Some lament that arbitration has become too much like litigation—protracted and expensive. This article suggests a dozen ways that corporate counsel can keep domestic arbitration from evolving into its evil twin.

1. A Little Planning Goes a Long Way

All too often an arbitration clause, removed from the critical path of negotiations, merely states that disputes will be arbitrated pursuant to institutional rules vesting the arbitrator with unbridled discretion regarding extent of discovery and schedule. To avoid excessive discovery, ancillary court skirmishes, and a lengthy path to final judgment, parties should seize control of their destiny before the ink dries on the underlying contract. At this stage, they have power to circumscribe the future.

A one-size-fits-all arbitration clause, of course, may be more appropriate for some disputes than others.

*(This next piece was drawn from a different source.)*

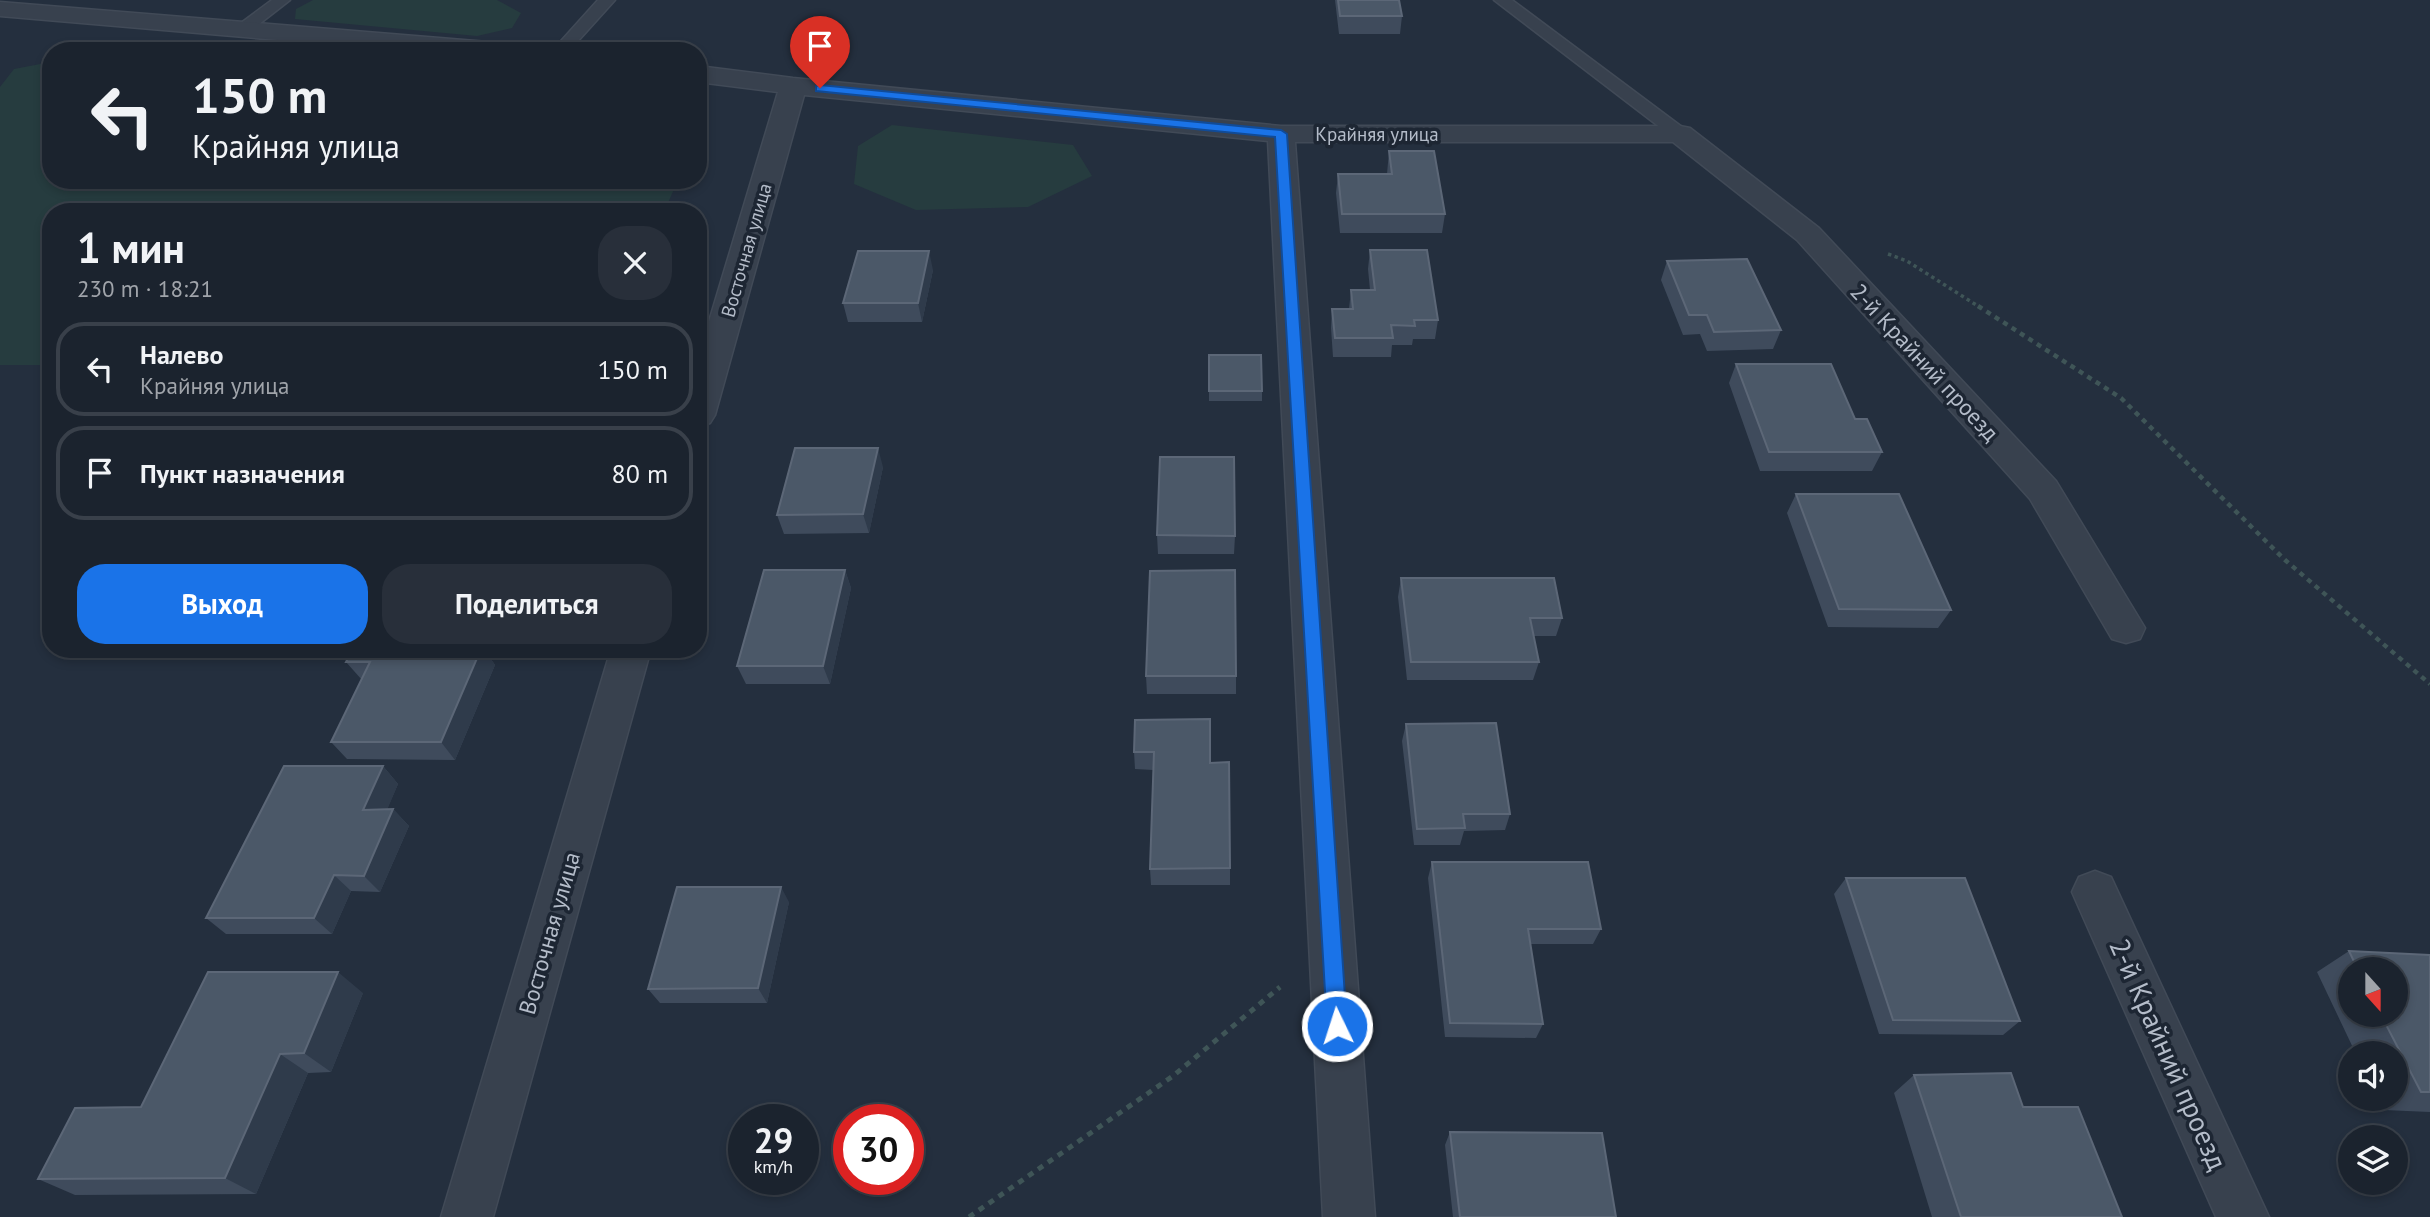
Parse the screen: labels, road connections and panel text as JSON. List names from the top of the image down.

If an arbitration arises that would benefit from loosening restrictions discussed below, litigants can attempt to do so by agreement. Or, to build in more flexibility, the contracting parties could insert an escape provision—“. . . except when the arbitrator, in the exercise of discretion, directs otherwise. Such discretion shall be sparingly exercised so as to promote speed and efficiency.”

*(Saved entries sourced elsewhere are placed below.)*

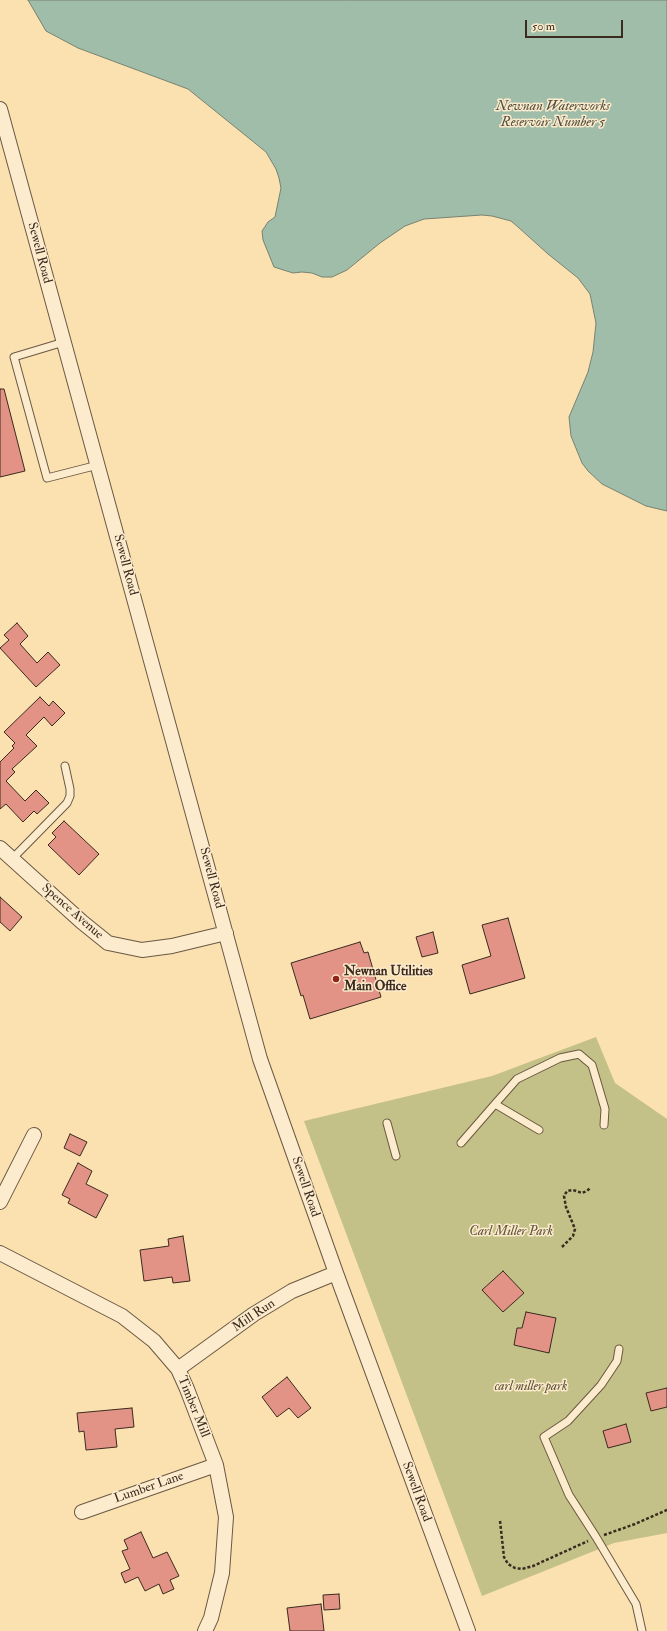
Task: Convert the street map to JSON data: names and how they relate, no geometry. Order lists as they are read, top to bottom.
{
  "streets": {
    "street": [
      "Sewell Road",
      "Spence Avenue",
      "Mill Run",
      "Timber Mill",
      "Lumber Lane"
    ]
  },
  "crossings": [
    ["Sewell Road", "Spence Avenue"],
    ["Sewell Road", "Mill Run"],
    ["Mill Run", "Timber Mill"],
    ["Timber Mill", "Lumber Lane"]
  ],
  "water": ["Newnan Waterworks Reservoir Number 5"],
  "parks": ["Carl Miller Park", "carl miller park"],
  "places": ["Newnan Utilities Main Office"],
  "scale_bar": "50 m"
}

Or, the contract could provide for application of expedited, streamlined rules in cases where the amount in controversy falls below a specified amount. The American Arbitration Association’s (AAA) Commercial Arbitration Rules provide for expedited procedures in matters involving less than $75,000, exclusive of interest and arbitration fees/costs. See Rule R-1 (b) and Rules E-1 through E-10 at adr.org. CPR also publishes optional Fast Track Arbitration Rules.